Furthermore, Pope Francis, as the lead protagonist in the church's drama since being elected to the papacy in 2013, is either the destructive villain or the hero, depending on the script a believer of the faith prefers for Catholicism's future.
Adding to his prolific list of books on subjects from Abraham Lincoln to John Wayne to explorations of religion in America, Wills brings arguments and acumen to a new book, "The Future of the Catholic Church with Pope Francis" (Viking, 2015). The New York Times-bestselling author and professor emeritus at Northwestern University will read and discuss his book at the Firehouse Arts Center on Wednesday at noon.
Provocative and scholarly, Wills began his professional writing career at age 23, when William F. Buckley, Jr. gave him his first platform as a drama critic for National Review Magazine. Eventually earning a Ph.D. in classics from Yale and becoming a history professor, Wills is known as much for his enduring Roman Catholic faith as for his hierarchy-toppling assessments of the Church's positions on contraception, women priests and other matters.
"God is not gender," "Catholicism should be ecumenical" and "Gay relationships seem quite natural to me," Wills has written or said in books or interviews. Never inflammatory without solid scholasticism to back up his stance, the essays collected in his new book "read history forward."
Presenting evidence that Francis is not the harbinger of change but a good indication that future change is likely, Wills writes of enormous changes completed or underway long before Francis' arrival. Wills lays historical groundwork for a Christianity that is continually dying and resurrecting in new formulations He addresses the church's break from Latin, a monopoly he says was created by the clergy to control who could read religious texts; anti-Semitism superseded by the Gospel, one result of the Second Vatican Council that he heralds; and the "coming and going" of the monarchy, confession and "natural law" that he says have led to flawed positions on abortion, women in the church, homosexuality and more.
"Over 80 percent of Catholics of fertile ages practice contraception, so that roadblock has already fallen," Wills says. "What happens is that things aren't formerly announced, they just fall into desolation and are no longer practiced. Change gets reflected with a huge lag."

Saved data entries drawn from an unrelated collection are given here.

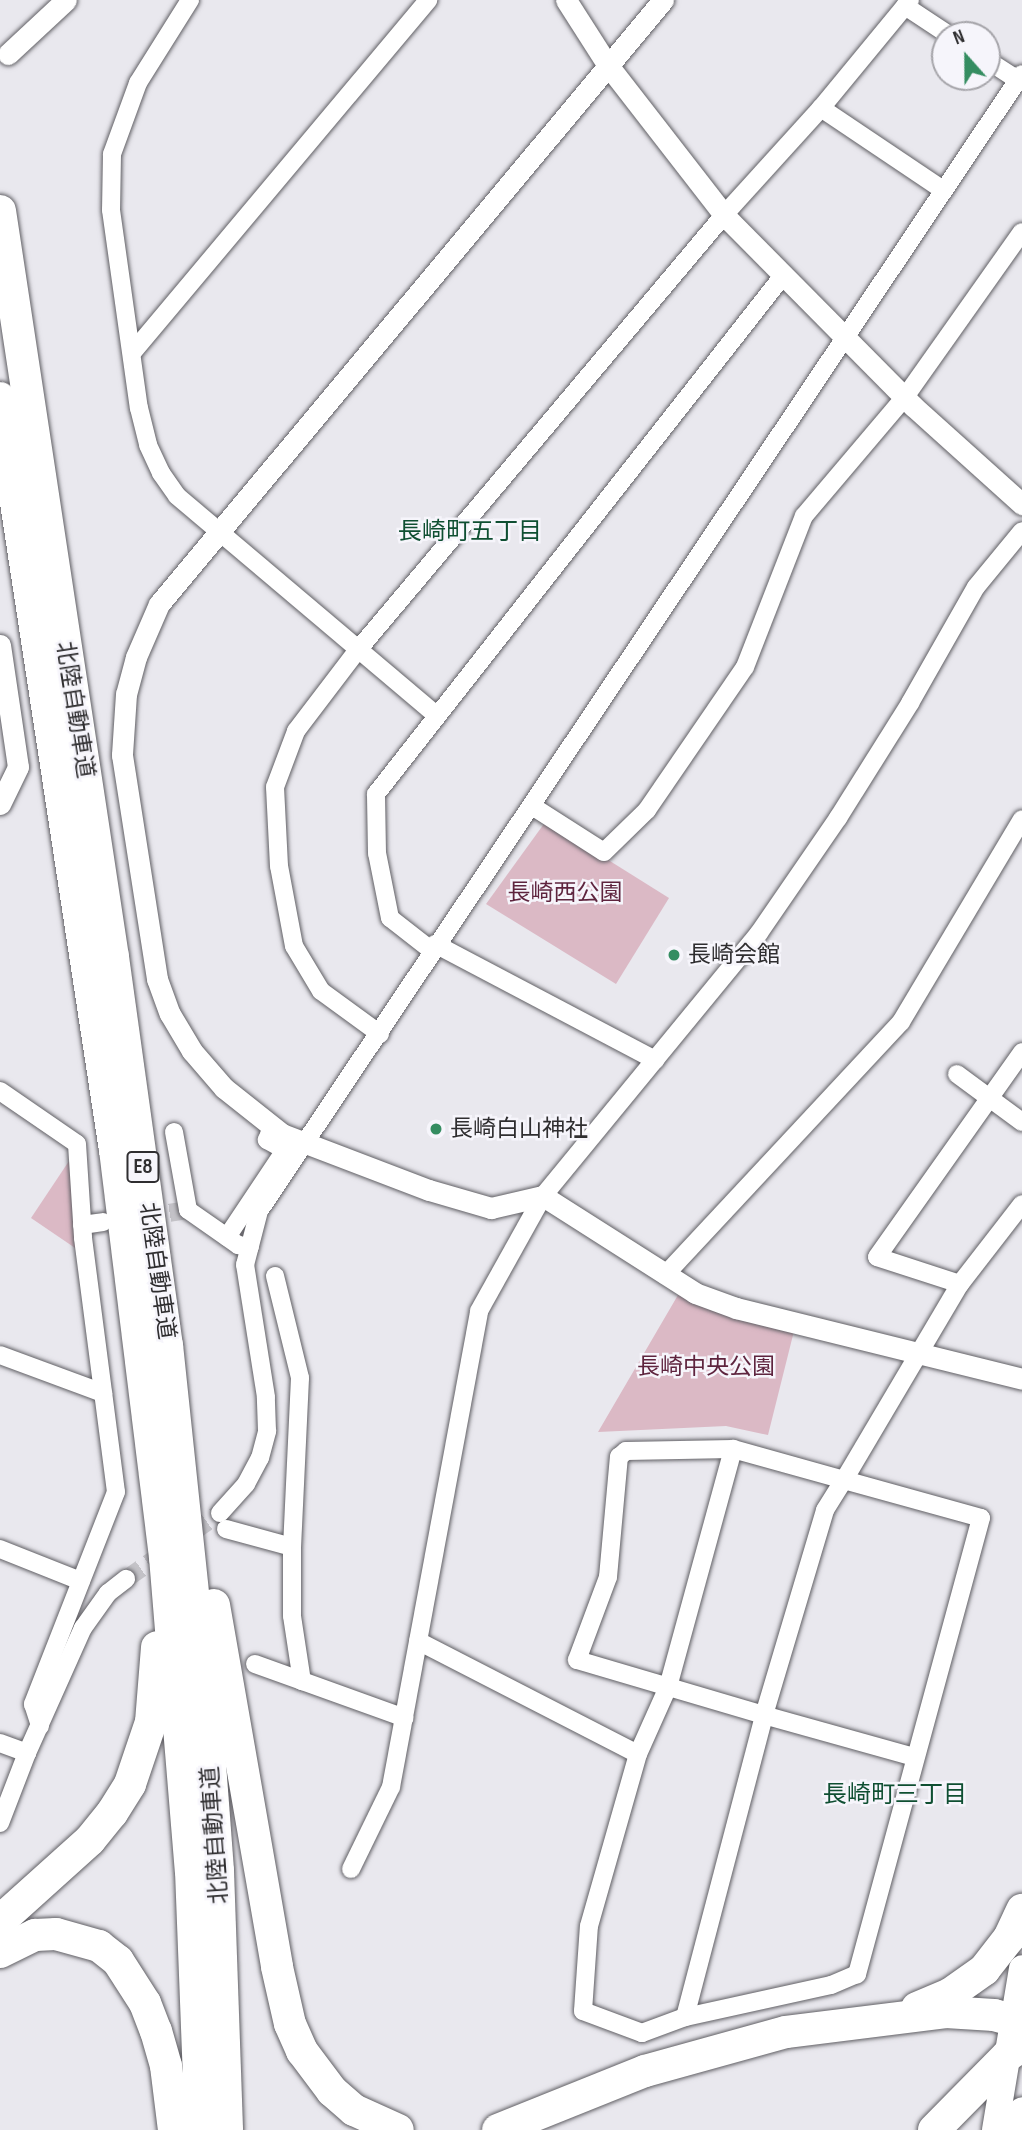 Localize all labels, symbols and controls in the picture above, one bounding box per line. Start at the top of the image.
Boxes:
north arrow [931,21,1001,91]
text: N [950,25,968,50]
district label: 長崎町五丁目 [398,518,542,546]
street label: 北陸自動車道 [51,640,99,780]
park label: 長崎西公園 [508,879,622,907]
place label: 長崎会館 [688,941,780,969]
marker: 長崎会館 [666,947,682,963]
place label: 長崎白山神社 [450,1115,588,1143]
marker: 長崎白山神社 [428,1121,444,1137]
road number: E8 [125,1150,160,1184]
street label: 北陸自動車道 [134,1201,180,1341]
park label: 長崎中央公園 [637,1353,775,1381]
street label: 北陸自動車道 [196,1765,234,1905]
district label: 長崎町三丁目 [823,1781,967,1809]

Bishops have taken a hard line on contraception, the right to divorce and other subjects because of careerism, Wills says.
"The result is a lot of mediocre bishops. After all, who would agree to fall into line other than the submissive, those (who are) less-than sterling?" he asks.
Pedophilia in the church, he says "shook the attractiveness" and he predicts it will have a large impact on the church's teaching on homosexuality.
"It made Catholics distrust and some depart from the church," he says. "I wasn't as affected because I'm a historian and I knew abuse of women and children had been going on for centuries. Some brave people stood up and fought. A positive aspect is that there are heroes who stood up in the face of efforts to silence them. The worst aspect was that silence was bought."
Finding hope in an ironic statement ("The church rots from the head but is revived from below"), Wills says Francis has captured Catholics' imagination even as he threatens the status quo.
"Everything he does is symbolic: where he lives, what he wears. There's theater that places you at a distance and theater that brings you close. Francis doesn't live in a palace, he eats in the common room. He entered Rome for the first time in a police car. That kind of theater breaks down the theater of remoteness, pomp and personality."
As expected, Wills says much has changed since he completed the book in September. He will begin his talk by outlining how Francis has changed organizational structures indirectly; appointing unusual bishops, visiting unexpected places and encouraging change without dictating it.
Most remarkable, he says, is the pope's first major document, "The Joy of the Gospel."
"The Pope has done more to be open to Muslims: In (the document) he's said the Koran is something we can learn from. That's tremendously important, perhaps the most important thing he's done to tamp the move by some for a Holy War."